As to the fourth factor, a preference to rule on the merits usually weighs against dismissal because public policy favors disposition on the merits. Pagtalunan v. Galaza, 291 F.3d 639, 643 (9th Cir. 2002). Plaintiff has not presented any matter on the merits to consider. Plaintiff did not move for summary judgment or otherwise indicate why he believes the Commissioner erred in denying his application for disability benefits thus necessitating the order to show cause. Thus, “this factor lends little support to a party whose responsibility it is to move a case toward disposition on the merits but whose conduct impedes progress in that direction,” which is the case here. In re Phenylpropanolamine (PPA) Products Liability Litigation, 460 F.3d 1217, 1228 (9th Cir. 2006) (citation omitted). Further, a cursory review of the certified administrative record shows the appeal's council reviewed the administrative law judge's February 21, 2019 opinion denying Plaintiff relief because he attempted to raise new evidence from Yang Cao, M.D dated March 22, 2019 and the time period considered ended February 21, 2019. (See Doc. No. 16-1 at 5-6). Similarly, Plaintiff's response to the order to show cause includes incidents which occurred even later, in November 2019. (See Doc. No. 21). In other words, to the extent Plaintiff believes he has new disabilities stemming from mini strokes occurring in November 2019, on which to base a new claim for disability benefits, as raised in his Response to the Show Cause Order, these issues occurred after the Commissioner denied his prior disability claim and were not considered by the Administrative law Judge. The Social Security Administration previously advised Plaintiff that any evidence dated later than the operative disability period requires Plaintiff to file a new claim for disability benefits. (Doc. No. 16-1 at 6). Finally, the instant dismissal is a dismissal without prejudice, which is a lesser sanction than a dismissal with prejudice, thereby addressing the fifth factor.

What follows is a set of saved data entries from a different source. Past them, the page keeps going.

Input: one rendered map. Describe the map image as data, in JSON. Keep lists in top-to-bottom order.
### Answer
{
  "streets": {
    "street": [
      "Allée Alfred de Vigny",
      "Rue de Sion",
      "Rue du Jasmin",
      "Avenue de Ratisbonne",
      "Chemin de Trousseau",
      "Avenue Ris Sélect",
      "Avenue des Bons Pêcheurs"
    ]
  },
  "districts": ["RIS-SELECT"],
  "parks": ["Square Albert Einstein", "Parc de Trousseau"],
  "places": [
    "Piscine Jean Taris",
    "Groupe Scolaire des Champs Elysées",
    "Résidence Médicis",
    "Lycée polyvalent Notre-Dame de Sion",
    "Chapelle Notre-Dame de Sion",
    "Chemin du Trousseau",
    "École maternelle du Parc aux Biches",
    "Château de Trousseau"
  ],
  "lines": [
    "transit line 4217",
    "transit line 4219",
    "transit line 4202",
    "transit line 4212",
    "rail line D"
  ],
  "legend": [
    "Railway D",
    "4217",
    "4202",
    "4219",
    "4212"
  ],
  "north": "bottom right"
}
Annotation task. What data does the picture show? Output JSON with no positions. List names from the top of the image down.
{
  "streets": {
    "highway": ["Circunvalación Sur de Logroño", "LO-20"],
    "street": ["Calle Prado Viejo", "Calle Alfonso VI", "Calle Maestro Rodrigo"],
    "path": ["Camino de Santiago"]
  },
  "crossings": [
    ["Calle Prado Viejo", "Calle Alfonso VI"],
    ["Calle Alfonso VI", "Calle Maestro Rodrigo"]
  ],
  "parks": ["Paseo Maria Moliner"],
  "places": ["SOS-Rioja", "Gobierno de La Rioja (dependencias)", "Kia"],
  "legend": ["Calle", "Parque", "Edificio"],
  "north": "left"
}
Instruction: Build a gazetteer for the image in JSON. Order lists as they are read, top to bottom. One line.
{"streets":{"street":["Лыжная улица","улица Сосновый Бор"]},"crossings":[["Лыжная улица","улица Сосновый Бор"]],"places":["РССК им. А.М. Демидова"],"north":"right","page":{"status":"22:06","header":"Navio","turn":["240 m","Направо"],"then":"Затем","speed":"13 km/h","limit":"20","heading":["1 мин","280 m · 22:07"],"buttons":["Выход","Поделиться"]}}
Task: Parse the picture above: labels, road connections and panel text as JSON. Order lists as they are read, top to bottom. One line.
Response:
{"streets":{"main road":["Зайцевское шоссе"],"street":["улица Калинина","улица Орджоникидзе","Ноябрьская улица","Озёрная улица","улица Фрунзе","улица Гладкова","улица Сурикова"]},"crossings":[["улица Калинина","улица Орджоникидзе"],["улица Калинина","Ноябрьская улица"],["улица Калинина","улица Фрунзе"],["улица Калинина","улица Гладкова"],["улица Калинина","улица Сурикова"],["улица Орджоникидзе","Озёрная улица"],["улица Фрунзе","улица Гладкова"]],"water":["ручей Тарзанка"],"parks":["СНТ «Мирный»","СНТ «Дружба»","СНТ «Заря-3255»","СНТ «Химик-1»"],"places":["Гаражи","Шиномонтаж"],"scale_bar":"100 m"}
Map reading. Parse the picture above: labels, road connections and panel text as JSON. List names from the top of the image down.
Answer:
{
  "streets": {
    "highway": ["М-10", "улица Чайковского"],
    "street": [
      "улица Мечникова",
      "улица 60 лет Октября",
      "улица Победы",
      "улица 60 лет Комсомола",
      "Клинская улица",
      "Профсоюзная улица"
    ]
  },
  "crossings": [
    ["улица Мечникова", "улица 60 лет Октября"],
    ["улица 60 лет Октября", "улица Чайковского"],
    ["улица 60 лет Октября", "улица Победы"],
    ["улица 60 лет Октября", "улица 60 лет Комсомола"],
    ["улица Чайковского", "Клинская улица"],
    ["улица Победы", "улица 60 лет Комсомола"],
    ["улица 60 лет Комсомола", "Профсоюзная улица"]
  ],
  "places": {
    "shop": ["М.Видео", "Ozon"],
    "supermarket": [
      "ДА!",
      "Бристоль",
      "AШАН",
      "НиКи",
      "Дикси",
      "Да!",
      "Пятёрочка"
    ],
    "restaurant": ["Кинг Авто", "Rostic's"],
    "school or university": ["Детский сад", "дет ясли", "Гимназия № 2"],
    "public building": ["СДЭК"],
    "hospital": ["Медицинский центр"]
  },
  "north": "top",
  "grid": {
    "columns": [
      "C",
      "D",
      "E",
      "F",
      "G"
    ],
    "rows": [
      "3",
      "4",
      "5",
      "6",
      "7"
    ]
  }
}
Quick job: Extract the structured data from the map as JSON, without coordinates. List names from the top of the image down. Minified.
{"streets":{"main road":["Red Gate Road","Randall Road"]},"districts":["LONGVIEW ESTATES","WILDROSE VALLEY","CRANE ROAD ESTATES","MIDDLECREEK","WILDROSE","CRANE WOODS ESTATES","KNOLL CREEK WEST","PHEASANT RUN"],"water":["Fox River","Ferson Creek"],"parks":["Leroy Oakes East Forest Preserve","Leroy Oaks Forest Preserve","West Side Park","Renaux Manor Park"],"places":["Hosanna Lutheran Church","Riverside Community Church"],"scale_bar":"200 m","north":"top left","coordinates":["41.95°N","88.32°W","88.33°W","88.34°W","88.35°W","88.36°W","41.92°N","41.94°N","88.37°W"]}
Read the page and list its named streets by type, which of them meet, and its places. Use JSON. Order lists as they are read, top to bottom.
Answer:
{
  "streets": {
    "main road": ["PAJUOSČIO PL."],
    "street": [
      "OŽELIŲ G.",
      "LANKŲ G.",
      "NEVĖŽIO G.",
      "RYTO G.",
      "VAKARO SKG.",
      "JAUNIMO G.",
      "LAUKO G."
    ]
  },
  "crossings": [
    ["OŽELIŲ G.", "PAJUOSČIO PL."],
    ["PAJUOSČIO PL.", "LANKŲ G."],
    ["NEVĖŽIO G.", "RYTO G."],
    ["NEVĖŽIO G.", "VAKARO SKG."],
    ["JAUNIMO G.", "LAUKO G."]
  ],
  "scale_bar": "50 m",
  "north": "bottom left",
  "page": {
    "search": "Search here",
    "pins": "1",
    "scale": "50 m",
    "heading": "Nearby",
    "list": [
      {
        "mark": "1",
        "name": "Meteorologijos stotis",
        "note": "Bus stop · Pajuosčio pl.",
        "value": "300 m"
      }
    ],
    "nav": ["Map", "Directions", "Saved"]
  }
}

Considering these factors and those set forth supra, as well as binding case law, the Court finds dismissal, without prejudice, under Fed.R.Civ.P. 41(b) and Local Rule 110 is appropriate. See J. v. Commissioner of Soc. Sec. Admin., No. 3:17-cv-02030-MK, 2018 WL 8577588 (D. Oregon Dec. 12, 2018)(recommending dismissal of social security action for lack of prosecution).

Accordingly, it is ORDERED:

1. This action is dismissed without prejudice.

2. The Clerk of Court shall terminate any pending motions, enter judgment accordingly, and close this case.


Summaries of

Riggs v. Comm'r of Soc. Sec.

United States District Court, Eastern District of California
Nov 18, 2022
1:20-cv-00940-HBK (E.D. Cal. Nov. 18, 2022)
Case details for

Riggs v. Comm'r of Soc. Sec.

Case Details

Full title:JAMES TOMPSON RIGGS, Plaintiff, v. COMMISSIONER OF SOCIAL SECURITY…

Court:United States District Court, Eastern District of California

Date published: Nov 18, 2022

Citations

1:20-cv-00940-HBK (E.D. Cal. Nov. 18, 2022)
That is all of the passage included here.